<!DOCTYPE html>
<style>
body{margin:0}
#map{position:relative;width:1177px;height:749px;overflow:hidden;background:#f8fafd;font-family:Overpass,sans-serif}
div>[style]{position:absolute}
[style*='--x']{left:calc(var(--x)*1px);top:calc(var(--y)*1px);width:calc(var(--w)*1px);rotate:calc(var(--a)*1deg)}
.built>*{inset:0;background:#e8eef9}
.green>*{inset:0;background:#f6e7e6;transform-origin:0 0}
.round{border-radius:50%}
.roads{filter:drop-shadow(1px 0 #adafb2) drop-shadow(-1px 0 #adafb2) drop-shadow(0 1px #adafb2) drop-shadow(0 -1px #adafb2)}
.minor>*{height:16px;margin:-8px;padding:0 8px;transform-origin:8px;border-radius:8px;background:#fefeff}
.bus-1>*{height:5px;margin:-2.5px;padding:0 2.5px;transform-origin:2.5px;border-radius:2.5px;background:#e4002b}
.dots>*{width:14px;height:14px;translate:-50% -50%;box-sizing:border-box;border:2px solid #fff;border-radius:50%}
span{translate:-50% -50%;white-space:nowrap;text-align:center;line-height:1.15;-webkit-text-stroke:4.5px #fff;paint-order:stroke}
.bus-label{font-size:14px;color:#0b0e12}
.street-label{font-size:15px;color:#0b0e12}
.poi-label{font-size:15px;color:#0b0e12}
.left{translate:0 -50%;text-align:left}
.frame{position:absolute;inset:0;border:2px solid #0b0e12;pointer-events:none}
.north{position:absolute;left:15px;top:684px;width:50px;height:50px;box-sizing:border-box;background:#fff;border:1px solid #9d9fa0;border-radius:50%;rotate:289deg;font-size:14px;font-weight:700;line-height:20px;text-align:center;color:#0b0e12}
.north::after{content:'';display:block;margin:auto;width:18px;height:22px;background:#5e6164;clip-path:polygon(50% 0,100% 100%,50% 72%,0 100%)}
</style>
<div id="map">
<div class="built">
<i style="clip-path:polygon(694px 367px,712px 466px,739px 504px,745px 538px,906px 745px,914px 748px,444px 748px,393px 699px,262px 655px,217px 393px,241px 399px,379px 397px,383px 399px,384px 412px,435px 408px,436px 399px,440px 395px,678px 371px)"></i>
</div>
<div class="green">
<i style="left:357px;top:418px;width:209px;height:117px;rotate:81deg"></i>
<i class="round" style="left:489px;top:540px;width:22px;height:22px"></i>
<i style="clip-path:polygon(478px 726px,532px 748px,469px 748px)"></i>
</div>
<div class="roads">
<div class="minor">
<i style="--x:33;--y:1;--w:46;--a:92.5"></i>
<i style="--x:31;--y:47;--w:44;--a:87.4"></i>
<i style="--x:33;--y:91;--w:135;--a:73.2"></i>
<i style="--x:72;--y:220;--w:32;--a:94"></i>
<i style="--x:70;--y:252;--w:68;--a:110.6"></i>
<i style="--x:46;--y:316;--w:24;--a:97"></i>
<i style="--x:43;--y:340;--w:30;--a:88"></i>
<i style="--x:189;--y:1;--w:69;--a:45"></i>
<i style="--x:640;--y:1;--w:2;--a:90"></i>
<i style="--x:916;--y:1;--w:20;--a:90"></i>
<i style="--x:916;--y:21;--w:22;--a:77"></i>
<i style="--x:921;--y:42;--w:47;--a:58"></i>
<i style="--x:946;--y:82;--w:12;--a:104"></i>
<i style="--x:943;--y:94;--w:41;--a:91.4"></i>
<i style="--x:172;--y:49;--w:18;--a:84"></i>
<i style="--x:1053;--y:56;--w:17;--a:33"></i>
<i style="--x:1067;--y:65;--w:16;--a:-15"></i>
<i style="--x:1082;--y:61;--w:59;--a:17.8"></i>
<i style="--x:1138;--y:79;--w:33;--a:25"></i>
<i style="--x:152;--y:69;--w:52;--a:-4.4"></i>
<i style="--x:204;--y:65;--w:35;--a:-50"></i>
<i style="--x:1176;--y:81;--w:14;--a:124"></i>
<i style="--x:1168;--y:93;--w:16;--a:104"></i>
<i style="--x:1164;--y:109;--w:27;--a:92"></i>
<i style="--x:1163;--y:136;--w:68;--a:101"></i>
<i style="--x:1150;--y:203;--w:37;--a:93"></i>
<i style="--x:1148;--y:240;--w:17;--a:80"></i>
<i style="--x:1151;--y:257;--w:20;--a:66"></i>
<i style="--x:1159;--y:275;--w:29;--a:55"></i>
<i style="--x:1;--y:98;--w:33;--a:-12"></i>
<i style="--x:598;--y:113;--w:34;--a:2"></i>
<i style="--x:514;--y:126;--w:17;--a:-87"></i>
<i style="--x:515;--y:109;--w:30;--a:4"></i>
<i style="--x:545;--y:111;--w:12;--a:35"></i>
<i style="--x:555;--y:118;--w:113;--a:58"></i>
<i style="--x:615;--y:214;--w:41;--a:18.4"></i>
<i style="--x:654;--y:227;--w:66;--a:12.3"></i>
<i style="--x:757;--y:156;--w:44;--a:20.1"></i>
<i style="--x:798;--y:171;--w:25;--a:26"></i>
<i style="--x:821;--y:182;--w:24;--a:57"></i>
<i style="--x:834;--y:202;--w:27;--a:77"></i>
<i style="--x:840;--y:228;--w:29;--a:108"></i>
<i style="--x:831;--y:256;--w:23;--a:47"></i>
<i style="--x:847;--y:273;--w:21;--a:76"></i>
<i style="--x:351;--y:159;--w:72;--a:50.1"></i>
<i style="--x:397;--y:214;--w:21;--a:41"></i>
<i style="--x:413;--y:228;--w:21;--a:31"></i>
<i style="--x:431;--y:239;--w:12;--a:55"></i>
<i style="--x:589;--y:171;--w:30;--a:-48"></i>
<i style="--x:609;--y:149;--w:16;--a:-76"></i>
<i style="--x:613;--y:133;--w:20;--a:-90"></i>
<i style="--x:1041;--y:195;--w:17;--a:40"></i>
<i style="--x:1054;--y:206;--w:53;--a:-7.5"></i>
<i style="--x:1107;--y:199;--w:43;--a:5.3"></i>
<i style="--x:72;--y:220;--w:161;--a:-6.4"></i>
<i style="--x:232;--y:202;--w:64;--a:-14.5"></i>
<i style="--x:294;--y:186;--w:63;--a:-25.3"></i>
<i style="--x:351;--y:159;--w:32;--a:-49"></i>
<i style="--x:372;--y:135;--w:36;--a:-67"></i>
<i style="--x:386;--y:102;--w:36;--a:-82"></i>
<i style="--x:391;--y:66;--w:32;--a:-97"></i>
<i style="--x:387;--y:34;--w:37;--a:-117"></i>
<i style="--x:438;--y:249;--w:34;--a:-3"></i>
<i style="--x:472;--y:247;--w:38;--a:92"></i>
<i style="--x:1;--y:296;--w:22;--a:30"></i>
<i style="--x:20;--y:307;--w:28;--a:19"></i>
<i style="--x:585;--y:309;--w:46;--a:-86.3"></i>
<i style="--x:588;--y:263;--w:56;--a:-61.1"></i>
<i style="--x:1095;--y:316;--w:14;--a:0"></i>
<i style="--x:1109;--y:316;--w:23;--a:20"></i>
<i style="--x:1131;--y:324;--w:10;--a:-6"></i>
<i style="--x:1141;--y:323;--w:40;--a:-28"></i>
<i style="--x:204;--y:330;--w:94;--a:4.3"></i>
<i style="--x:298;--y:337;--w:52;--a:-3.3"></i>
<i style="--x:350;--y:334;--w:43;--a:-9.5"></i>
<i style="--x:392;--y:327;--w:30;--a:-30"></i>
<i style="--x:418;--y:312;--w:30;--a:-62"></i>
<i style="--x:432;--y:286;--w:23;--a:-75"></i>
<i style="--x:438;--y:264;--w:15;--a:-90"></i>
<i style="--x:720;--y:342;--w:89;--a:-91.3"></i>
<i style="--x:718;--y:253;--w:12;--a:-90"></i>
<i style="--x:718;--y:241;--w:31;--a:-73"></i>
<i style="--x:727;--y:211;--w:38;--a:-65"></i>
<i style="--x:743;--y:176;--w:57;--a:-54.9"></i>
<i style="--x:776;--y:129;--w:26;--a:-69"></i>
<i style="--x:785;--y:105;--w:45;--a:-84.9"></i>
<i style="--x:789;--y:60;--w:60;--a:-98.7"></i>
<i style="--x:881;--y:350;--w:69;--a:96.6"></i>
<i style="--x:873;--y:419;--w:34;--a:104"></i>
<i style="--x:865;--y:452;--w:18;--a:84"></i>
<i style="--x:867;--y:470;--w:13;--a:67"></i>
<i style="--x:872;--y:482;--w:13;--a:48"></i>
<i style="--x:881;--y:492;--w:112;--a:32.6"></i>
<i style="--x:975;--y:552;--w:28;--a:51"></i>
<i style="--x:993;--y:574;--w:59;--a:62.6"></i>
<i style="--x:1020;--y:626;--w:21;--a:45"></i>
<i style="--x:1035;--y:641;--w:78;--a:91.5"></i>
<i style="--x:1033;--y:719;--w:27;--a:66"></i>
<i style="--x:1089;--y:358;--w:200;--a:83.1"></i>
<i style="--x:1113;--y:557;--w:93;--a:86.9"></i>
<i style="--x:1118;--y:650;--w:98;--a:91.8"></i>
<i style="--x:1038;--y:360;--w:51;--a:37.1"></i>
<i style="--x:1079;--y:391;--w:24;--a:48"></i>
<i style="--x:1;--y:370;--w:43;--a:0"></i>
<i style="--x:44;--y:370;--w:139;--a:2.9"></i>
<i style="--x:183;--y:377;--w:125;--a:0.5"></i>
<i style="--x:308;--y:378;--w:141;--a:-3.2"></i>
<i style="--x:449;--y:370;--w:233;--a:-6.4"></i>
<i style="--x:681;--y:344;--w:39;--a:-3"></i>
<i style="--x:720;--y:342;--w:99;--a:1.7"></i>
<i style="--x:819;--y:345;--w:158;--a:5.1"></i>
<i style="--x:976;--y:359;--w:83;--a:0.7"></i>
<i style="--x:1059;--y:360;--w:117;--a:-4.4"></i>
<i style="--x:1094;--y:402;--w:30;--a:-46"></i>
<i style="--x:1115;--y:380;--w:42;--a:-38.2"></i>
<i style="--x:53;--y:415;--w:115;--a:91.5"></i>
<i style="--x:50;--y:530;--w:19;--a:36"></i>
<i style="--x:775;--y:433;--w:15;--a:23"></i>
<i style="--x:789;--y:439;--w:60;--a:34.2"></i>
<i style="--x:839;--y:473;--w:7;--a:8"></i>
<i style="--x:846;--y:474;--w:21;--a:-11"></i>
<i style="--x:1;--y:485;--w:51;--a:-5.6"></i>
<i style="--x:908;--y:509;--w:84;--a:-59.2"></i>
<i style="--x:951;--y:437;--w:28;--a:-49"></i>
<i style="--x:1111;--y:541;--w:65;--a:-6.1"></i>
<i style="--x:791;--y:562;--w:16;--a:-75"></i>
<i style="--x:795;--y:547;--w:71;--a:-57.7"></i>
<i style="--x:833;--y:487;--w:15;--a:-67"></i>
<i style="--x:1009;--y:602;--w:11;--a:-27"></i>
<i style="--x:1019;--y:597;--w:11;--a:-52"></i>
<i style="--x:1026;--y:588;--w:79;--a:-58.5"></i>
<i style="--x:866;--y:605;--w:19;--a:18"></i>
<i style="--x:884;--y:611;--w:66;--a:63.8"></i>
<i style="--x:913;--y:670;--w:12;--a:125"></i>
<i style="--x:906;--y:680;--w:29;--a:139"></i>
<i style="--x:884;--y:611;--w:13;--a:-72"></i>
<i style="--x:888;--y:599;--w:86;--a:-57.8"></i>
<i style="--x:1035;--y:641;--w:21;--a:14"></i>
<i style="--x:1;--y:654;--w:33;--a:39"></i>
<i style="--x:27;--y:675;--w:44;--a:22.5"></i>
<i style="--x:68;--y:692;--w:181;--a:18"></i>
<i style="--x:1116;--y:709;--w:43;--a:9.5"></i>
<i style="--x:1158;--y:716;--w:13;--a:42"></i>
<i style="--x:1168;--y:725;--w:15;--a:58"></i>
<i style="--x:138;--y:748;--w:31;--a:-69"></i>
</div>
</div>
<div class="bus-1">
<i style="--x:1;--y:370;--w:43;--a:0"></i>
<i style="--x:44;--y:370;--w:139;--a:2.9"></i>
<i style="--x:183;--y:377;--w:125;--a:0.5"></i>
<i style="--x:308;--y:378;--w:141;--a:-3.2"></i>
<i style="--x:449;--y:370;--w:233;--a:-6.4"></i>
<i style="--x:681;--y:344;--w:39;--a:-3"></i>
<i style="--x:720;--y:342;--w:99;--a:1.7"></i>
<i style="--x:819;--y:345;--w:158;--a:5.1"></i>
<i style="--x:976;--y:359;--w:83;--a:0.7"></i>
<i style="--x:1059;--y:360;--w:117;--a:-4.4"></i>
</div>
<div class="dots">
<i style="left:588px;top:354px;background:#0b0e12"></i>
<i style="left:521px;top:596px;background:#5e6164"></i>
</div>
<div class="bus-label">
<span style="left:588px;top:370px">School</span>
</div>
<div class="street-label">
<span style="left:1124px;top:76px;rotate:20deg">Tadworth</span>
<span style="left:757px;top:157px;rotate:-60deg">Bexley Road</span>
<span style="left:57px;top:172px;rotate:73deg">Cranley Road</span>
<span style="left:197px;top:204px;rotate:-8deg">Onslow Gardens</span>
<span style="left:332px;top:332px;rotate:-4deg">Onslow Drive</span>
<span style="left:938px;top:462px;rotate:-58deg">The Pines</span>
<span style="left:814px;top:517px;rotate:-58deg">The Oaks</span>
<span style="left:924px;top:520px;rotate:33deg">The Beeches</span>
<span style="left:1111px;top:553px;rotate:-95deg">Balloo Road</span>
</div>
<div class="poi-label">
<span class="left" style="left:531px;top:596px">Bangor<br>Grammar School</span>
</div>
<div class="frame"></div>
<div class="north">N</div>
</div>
◇ ◇ ◇ ◇
All lines holding the word "green" must be found in the listing and copied.

- [Exercise response]
.green>*{inset:0;background:#f6e7e6;transform-origin:0 0}
<div class="green">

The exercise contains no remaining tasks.